Ermis Cengiz, Lurie Keith G, Zhu Alan X, Collins Joanne, Vanheel Laura, Sakaguchi Scott, Lu Fei, Pham Scott, Benditt David G
Cardiac Arrhythmia Center, University of Minnesota Medical School, Minneapolis, Minnesota, USA.
J Cardiovasc Electrophysiol. 2004 Aug;15(8):862-6. doi: 10.1046/j.1540-8167.2004.04044.x.
Biventricular cardiac pacemakers provide important hemodynamic benefit in selected patients with heart failure and severe left ventricular (LV) dysfunction. Nevertheless, these patients remain at high mortality risk. To address this issue, we examined mortality outcome in patients with heart failure treated with biventricular pacemakers alone and those treated with biventricular implantable cardioverter defibrillators (ICDs).
The study population consisted of 126 consecutive patients with LV dysfunction and heart failure who received either a biventricular ICD (n = 62) or a biventricular pacemaker (n = 64) between January 1998 and December 2002. A minimum 12 months of follow-up was obtained in all survivors. ICD indications were conventional in all patients. Kaplan-Meier actuarial method and log rank statistics were used to calculate and compare survival rates in both groups. Comparison of mortality rates utilized Chi-square test. The two groups had similar clinical and demographic features, LV ejection fraction, and medication use. Average follow-up times were 13 +/- 11.8 months (range 4-60) and 18 +/- 13.2 months (range 0.5-53) for biventricular ICD and pacemaker groups, respectively. Overall mortality rate was significantly lower in the biventricular ICD group (13%, 8 deaths) compared to the pacemaker group (41%, 26 deaths) (P = 0.01). Further, the predominant survival benefit for ICD-treated patients becomes evident after the first 12 months of follow-up.

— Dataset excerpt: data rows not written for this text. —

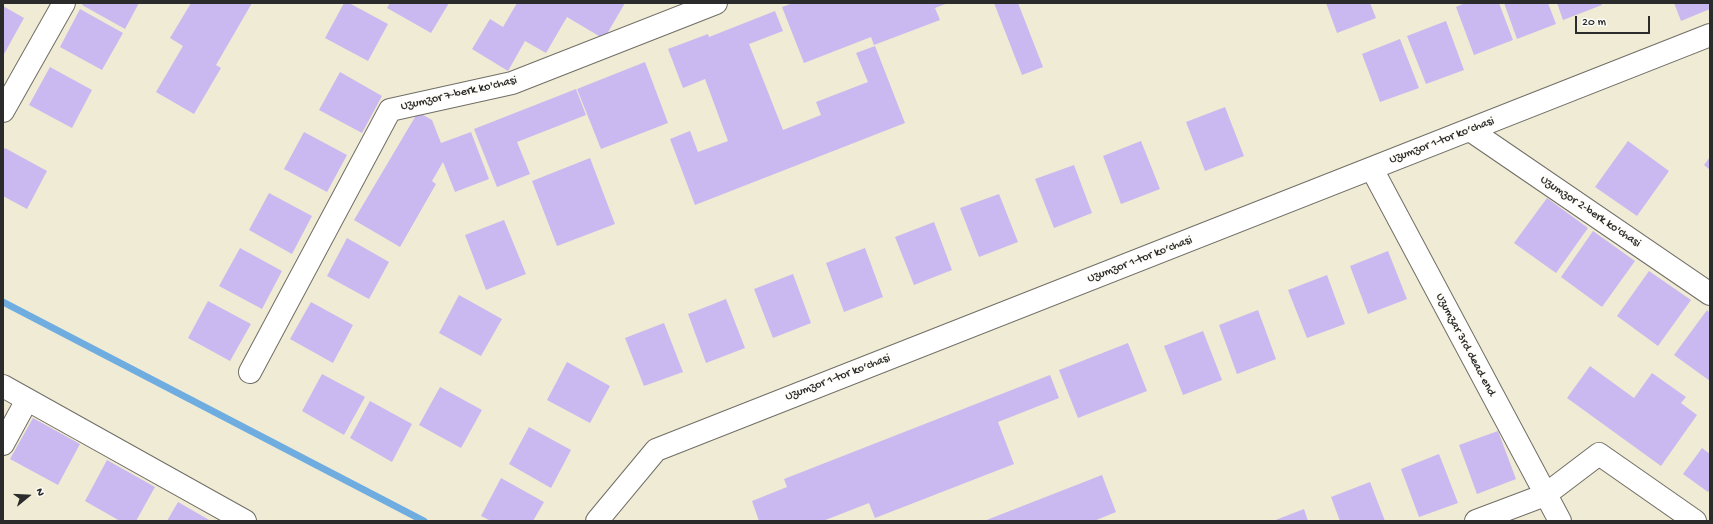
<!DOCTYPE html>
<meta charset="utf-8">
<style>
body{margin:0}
#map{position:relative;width:1713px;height:524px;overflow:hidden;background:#f0ebd4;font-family:"Gochi Hand",sans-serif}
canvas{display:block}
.frame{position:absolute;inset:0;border:4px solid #2b2b2b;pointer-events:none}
.north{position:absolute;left:8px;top:476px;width:40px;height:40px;-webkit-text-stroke:3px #fdfcf7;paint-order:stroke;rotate:72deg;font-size:11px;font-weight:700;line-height:16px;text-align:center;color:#2b2b2b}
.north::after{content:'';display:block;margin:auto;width:14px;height:18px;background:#2b2b2b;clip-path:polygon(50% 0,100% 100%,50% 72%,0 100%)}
.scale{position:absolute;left:1575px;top:16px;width:75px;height:18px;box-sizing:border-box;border:2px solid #2b2b2b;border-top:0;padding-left:5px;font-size:12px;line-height:14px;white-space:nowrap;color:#2b2b2b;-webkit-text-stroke:3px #fdfcf7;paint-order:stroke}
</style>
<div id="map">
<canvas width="1713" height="524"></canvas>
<div class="frame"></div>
<div class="north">N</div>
<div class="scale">20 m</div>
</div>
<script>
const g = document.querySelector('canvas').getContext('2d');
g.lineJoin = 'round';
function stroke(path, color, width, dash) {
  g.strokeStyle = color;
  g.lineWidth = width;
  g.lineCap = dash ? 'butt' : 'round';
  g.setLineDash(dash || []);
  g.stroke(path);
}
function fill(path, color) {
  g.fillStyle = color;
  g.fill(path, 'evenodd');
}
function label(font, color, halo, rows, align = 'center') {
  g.font = font + ' "Gochi Hand",sans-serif';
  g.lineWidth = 3;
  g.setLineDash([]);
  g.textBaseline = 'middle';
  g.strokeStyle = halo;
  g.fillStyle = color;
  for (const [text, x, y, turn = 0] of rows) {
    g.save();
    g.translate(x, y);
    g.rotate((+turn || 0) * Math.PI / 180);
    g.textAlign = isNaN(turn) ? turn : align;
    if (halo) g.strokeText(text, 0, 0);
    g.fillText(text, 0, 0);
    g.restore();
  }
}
stroke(new Path2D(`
 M 3,302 L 424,521`), '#6fade1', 7);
fill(new Path2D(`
 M 84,3 L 139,3 L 125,29 L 82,5 Z
 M 191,3 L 252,3 L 216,65 L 221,68 L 194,114 L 156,92 L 183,46 L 170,38 Z
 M 344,3 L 349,3 L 388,24 L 368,61 L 325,38 Z
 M 390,3 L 449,3 L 431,33 L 387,8 Z
 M 517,3 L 625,3 L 604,39 L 567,17 L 546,53 L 525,41 L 508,71 L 472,49 L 490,19 L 503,27 Z
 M 793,3 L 948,3 L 935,8 L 940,20 L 874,45 L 871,37 L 804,63 L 782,7 Z
 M 994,3 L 1018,3 L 1043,67 L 1022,75 Z
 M 1326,3 L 1370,3 L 1376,18 L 1337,33 Z
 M 1465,3 L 1499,3 L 1513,40 L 1474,55 L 1456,7 Z
 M 1504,3 L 1548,3 L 1556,24 L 1517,39 Z
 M 1557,3 L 1601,3 L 1602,5 L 1563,20 Z
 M 1674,3 L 1710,3 L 1710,9 L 1681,21 Z
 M 3,6 L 24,18 L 3,56 Z
 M 80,9 L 123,33 L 102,70 L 60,47 Z
 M 775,11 L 783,31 L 749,44 L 783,130 L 821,115 L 816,102 L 868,82 L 856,53 L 875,46 L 905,123 L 695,205 L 670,139 L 690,131 L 698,152 L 728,141 L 705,79 L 683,88 L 668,49 L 708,34 L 709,37 Z
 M 1446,21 L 1464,70 L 1426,84 L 1407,36 Z
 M 1400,39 L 1419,88 L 1380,102 L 1362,54 Z
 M 645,62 L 668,123 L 601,149 L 577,89 Z
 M 50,67 L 92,90 L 72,128 L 29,105 Z
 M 340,72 L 382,96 L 362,133 L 319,110 Z
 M 576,89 L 586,115 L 517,142 L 530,174 L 497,187 L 474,129 Z
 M 1225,107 L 1244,156 L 1205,171 L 1186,122 Z
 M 418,112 L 432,120 L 441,143 L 471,132 L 489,179 L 455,192 L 443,162 L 432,181 L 436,184 L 400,247 L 354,220 Z
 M 304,132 L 347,155 L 327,192 L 284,169 Z
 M 1141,141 L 1160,189 L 1121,204 L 1103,156 Z
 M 1628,141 L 1669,171 L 1637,216 L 1595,187 Z
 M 5,148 L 47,171 L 27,209 L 3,196 L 3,151 Z
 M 1710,157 L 1710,170 L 1704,165 Z
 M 590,158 L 615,224 L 557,246 L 532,181 Z
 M 1074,165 L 1092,213 L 1054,228 L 1035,179 Z
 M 269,193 L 312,216 L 292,254 L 249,230 Z
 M 999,194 L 1018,242 L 979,257 L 960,208 Z
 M 1547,198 L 1588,228 L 1556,273 L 1514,243 Z
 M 504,220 L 526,274 L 486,290 L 465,235 Z
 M 934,222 L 952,270 L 914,285 L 895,237 Z
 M 1593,231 L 1635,261 L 1602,307 L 1561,277 Z
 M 347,238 L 389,262 L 369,299 L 327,276 Z
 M 240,248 L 282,271 L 262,309 L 219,286 Z
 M 865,248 L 883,297 L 844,312 L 826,263 Z
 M 1388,251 L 1407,299 L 1368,314 L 1350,266 Z
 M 1649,271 L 1691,300 L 1658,346 L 1617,316 Z
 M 793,274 L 811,323 L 773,338 L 754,289 Z
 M 1327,275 L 1345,324 L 1307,338 L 1288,290 Z
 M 459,295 L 502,319 L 481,356 L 439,333 Z
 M 726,299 L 745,348 L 706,363 L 688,314 Z
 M 208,301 L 251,324 L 230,361 L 188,338 Z
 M 311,302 L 353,325 L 333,363 L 290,339 Z
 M 1258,310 L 1276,359 L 1237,374 L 1219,325 Z
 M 1707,310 L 1710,313 L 1710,381 L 1674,355 Z
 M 664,323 L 683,372 L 644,386 L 625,338 Z
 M 1203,331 L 1222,380 L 1183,395 L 1164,346 Z
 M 1128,343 L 1147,391 L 1078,418 L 1059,370 Z
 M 567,362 L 610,386 L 590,423 L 547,400 Z
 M 1590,366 L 1634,398 L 1652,373 L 1686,397 L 1681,403 L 1697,415 L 1661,466 L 1567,398 Z
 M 322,374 L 365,397 L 344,435 L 302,411 Z
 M 1050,375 L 1059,398 L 998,422 L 1014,464 L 875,518 L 869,503 L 823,521 L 759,521 L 752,501 L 787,487 L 784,479 Z
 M 440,387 L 482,410 L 461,448 L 419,425 Z
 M 370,401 L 412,424 L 392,462 L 350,438 Z
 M 33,418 L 80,444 L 58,485 L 10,459 Z
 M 529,427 L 571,450 L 551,488 L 509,464 Z
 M 1498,431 L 1516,479 L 1477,494 L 1459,445 Z
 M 1702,448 L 1710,454 L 1710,489 L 1708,492 L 1683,474 Z
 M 1439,454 L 1458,503 L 1419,517 L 1401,469 Z
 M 107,460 L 155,487 L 136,521 L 120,521 L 85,501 Z
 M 1102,475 L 1116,512 L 1094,521 L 984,521 Z
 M 501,478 L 544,502 L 533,521 L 491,521 L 481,516 Z
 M 1370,482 L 1385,521 L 1340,521 L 1331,497 Z
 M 178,502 L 211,521 L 167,521 Z
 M 1304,509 L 1308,521 L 1273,521 Z`), '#cab9f0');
const street = new Path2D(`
 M 3,111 L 64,3
 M 1470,130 L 1710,294
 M 1372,169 L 1560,521
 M 250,372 L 390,110 L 512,83 L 716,3
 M 3,386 L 245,521
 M 3,444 L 27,400
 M 597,521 L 656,450 L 1710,35
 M 1476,521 L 1545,495 L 1599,454 L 1695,521`);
stroke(street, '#706e66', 24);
stroke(street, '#fff', 22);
label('12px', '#2b2b2b', '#fdfcf7', [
 ["Uzumzor 7-berk ko'chasi",459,94,-13],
 ["Uzumzor 1-tor ko‘chasi",1442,141,-21],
 ["Uzumzor 2-berk ko'chasi",1590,212,34],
 ["Uzumzor 1-tor ko‘chasi",1140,260,-21],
 ["Uzumzar 3rd dead end",1465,345,62],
 ["Uzumzor 1-tor ko‘chasi",838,378,-21]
]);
</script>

The findings in this study, although necessarily limited in their interpretation by the absence of treatment randomization, suggest that biventricular ICDs offer a survival benefit compared to biventricular pacing alone. Furthermore, this benefit may be most apparent if other clinical factors do not preclude patient survival >1 year postimplant.
双心室心脏起搏器对部分心力衰竭且左心室(LV)功能严重不全的患者具有重要的血流动力学益处。然而,这些患者仍面临较高的死亡风险。为解决这一问题,我们研究了仅接受双心室起搏器治疗的心力衰竭患者以及接受双心室植入式心脏复律除颤器(ICD)治疗的患者的死亡结局。
研究对象为1998年1月至2002年12月期间连续入选的126例左心室功能不全且心力衰竭的患者,其中62例接受双心室ICD治疗,64例接受双心室起搏器治疗。所有存活患者均获得至少12个月的随访。所有患者的ICD植入指征均符合常规标准。采用Kaplan-Meier精算方法和对数秩统计来计算和比较两组的生存率。死亡率比较采用卡方检验。两组在临床和人口统计学特征、左心室射血分数及药物使用方面相似。双心室ICD组和起搏器组的平均随访时间分别为13±11.8个月(范围4 - 60个月)和18±13.2个月(范围0.5 - 53个月)。双心室ICD组的总体死亡率(13%,8例死亡)显著低于起搏器组(41%,26例死亡)(P = 0.01)。此外,随访12个月后,ICD治疗患者的主要生存获益变得明显。
本研究结果虽因缺乏治疗随机分组而在解释上存在一定局限性,但表明与单纯双心室起搏相比,双心室ICD可带来生存获益。此外,如果其他临床因素不影响患者植入后存活超过1年,这种获益可能最为明显。